Yönetmen Ezel Akay: Rüşvet alıp verenler çok güçlenmiş
Yapımcı ve yönetmen Ezel Akay ise bu rüşvet iddialarıyla ilgili olarak “Bu toplumun en belalı kara-kültürü rüşvetin bizim sektöre de sızacağını valla akıl edemezdim. Dağıtım şirketlerinin yöneticilerinin filmleri vizyona sokmak, salon sayısını yüksek tutmak, vizyon süresini uzatmak için rüşvet aldığını hep duyuyoruz. Her yerde dedikoduları yapılıyor. Televizyon kanallarının yöneticileri, hatta dijital kanalların yöneticileri için bile böyle söylentiler var. Söylenti sözünü nezaketimden dolayı kullanıyorum tabii. Ama işin daha garibi şirketlerin sahiplerinin bu duruma göz yumması. ‘Yesin ama işimi yapsın’ mantığı inanılır gibi değil. Rüşvet alıp verenler o kadar güçlendi ve etraflarındaki suç ortaklarını öyle çoğalttılar ki patronları tehdit edecek hale geldiler büyük ihtimal. Ama kesinlikle ticaretin yararına çalışmıyor bu pis kültür. Yavaş yavaş salonlar seyirci kaybediyor, TV’ler izleyici, dijital kanallar abone kaybediyor. Film konuları çeşitliliğini kaybediyor, ‘aynı şeyler’ izlemekten seyirci bıkıyor. Yaratıcılar da çaresiz sürekli aynı klişelerle film üretiyorlar” yorumu yaptı.

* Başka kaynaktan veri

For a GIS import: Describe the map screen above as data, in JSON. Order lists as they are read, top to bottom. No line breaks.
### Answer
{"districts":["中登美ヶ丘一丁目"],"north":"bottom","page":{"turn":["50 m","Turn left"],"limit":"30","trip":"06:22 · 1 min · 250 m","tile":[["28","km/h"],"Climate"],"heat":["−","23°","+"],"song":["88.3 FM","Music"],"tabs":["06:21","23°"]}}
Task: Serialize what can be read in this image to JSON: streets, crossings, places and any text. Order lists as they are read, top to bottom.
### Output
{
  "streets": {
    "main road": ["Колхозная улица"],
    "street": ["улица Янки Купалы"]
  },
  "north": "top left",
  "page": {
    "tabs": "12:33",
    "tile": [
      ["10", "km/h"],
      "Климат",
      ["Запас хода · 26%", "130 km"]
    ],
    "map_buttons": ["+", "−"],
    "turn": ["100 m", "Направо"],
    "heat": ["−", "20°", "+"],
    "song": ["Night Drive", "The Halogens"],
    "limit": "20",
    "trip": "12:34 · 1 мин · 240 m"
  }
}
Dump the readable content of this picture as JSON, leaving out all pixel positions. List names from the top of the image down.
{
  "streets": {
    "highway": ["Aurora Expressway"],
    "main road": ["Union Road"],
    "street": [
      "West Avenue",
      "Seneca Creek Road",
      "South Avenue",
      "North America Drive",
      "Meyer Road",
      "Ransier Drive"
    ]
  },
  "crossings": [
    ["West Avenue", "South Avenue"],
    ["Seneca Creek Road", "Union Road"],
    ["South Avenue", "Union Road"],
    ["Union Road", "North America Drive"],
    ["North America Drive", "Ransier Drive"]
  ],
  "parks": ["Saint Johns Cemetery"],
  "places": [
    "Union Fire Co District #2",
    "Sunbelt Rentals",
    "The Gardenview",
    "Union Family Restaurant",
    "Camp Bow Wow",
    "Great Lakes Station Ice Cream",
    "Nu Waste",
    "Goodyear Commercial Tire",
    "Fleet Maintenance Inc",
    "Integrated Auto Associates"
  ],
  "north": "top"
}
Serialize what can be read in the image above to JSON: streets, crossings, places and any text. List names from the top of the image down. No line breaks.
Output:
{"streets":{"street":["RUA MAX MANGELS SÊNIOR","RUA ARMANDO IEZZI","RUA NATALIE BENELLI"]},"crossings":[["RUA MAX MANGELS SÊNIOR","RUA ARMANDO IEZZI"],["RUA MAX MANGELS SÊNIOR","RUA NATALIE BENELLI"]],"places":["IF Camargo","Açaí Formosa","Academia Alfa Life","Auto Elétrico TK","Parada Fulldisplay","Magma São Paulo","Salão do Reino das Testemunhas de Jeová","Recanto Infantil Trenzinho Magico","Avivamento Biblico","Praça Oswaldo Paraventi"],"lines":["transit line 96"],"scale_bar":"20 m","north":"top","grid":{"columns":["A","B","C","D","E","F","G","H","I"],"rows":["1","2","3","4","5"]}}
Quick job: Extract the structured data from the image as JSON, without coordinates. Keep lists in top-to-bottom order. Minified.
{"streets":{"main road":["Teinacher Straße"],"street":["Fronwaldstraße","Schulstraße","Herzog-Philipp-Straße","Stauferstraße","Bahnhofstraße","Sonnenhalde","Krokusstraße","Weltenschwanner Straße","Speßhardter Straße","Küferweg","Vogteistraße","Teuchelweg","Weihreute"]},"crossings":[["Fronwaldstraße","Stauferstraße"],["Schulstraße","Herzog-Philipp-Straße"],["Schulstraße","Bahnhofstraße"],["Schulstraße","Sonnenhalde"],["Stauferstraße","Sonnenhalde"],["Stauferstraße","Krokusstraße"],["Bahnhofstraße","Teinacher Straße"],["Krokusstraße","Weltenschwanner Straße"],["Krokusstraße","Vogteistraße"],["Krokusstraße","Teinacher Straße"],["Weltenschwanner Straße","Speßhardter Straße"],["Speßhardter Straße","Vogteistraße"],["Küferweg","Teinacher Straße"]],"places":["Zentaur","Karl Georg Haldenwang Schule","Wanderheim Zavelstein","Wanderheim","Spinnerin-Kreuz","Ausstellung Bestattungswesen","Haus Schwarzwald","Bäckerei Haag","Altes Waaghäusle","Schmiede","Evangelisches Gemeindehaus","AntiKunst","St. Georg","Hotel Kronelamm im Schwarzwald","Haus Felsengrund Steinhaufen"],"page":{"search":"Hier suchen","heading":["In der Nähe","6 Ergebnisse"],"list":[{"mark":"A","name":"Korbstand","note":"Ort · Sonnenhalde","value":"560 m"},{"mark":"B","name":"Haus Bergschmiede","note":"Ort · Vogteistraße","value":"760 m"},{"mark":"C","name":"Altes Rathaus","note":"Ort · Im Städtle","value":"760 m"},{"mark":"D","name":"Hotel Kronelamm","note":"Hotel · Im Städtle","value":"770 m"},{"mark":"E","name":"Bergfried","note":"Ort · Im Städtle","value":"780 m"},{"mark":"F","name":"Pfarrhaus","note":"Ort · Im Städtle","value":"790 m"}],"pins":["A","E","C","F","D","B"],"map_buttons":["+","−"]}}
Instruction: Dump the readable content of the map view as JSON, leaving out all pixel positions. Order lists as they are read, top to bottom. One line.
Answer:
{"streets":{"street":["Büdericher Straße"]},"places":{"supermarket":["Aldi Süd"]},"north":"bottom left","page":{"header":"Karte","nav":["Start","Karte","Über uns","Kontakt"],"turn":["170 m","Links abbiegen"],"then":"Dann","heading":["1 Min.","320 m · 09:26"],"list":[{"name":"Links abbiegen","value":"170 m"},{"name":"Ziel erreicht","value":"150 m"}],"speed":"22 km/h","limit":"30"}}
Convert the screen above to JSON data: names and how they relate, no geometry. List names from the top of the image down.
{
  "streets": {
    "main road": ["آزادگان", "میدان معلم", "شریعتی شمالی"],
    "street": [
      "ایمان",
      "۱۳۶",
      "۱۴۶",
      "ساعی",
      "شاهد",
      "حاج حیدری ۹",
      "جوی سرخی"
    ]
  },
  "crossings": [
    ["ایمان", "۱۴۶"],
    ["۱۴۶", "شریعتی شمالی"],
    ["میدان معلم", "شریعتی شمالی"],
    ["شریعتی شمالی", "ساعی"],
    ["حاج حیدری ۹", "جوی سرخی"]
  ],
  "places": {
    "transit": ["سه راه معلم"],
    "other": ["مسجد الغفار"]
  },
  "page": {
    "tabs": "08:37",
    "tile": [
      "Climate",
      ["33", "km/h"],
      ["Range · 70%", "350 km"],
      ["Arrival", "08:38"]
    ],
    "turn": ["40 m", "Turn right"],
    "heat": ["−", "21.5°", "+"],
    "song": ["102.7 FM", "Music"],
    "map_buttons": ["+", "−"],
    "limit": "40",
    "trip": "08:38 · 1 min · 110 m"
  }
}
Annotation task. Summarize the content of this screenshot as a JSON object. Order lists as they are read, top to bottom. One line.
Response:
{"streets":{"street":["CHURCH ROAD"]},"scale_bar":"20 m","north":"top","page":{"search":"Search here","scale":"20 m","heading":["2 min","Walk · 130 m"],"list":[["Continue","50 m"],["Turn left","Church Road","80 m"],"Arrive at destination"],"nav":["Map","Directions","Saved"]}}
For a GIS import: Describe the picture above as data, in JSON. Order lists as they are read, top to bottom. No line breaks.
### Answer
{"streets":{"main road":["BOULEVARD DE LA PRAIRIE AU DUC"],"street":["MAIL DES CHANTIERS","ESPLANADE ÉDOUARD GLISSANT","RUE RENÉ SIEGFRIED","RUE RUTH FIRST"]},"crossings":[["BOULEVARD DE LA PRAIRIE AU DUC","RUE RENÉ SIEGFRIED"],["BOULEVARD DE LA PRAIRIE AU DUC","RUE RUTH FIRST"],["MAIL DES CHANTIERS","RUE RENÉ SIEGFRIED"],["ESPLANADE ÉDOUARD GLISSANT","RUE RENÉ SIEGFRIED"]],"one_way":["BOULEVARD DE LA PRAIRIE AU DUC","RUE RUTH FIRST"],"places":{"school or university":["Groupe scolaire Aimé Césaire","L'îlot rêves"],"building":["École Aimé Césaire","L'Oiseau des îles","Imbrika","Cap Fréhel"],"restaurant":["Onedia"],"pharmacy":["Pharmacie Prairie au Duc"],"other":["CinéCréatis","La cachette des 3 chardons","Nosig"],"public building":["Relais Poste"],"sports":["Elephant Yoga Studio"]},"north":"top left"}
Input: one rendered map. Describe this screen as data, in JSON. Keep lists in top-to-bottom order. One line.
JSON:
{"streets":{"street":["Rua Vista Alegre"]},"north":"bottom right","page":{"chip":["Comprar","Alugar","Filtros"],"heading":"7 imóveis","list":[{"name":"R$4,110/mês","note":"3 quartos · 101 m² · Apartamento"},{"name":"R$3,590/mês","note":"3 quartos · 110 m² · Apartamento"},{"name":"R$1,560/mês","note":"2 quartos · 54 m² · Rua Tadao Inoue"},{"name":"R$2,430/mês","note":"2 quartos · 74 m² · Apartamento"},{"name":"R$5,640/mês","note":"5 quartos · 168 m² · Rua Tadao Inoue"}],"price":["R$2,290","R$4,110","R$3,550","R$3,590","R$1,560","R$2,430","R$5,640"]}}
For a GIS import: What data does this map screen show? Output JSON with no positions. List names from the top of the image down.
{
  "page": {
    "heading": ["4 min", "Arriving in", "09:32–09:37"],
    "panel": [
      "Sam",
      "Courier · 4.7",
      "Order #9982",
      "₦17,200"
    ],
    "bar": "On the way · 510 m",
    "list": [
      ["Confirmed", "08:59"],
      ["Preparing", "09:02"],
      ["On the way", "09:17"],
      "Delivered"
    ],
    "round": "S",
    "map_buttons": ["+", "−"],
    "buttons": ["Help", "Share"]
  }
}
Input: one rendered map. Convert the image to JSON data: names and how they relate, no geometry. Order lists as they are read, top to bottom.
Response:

Yapımcı ve yönetmen Murat Şeker: Bu bir çeşit itiraf
Bir başka yapımcı ve yönetmen Murat Şeker de “Levent’in söylemleri bir çeşit itiraf ama adı üstünde iddia. Genel olarak sistemle ilgili sorunlardan bahsetmek daha doğru. Piyasada en çok salona sahip grubun programcısı gelip filmimizi izlemiyor, üstüne de salonların çoğunda yer vermiyorsa orada bir gariplik aramak hakkım. Anlam veremediğimiz şekilde bazı filmlere daha çok salon verilirken bazılarına verilmiyor. Bu neye göre böyle bilmiyoruz” dedi.
Son yıllarda dağıtım tekeli sinemanın en büyük sorunlarından biri. Bu tekel gösterime giren filmlerin potansiyel seyircisiyle ulaşmasının önündeki en büyük engellerden biri olarak görülüyor.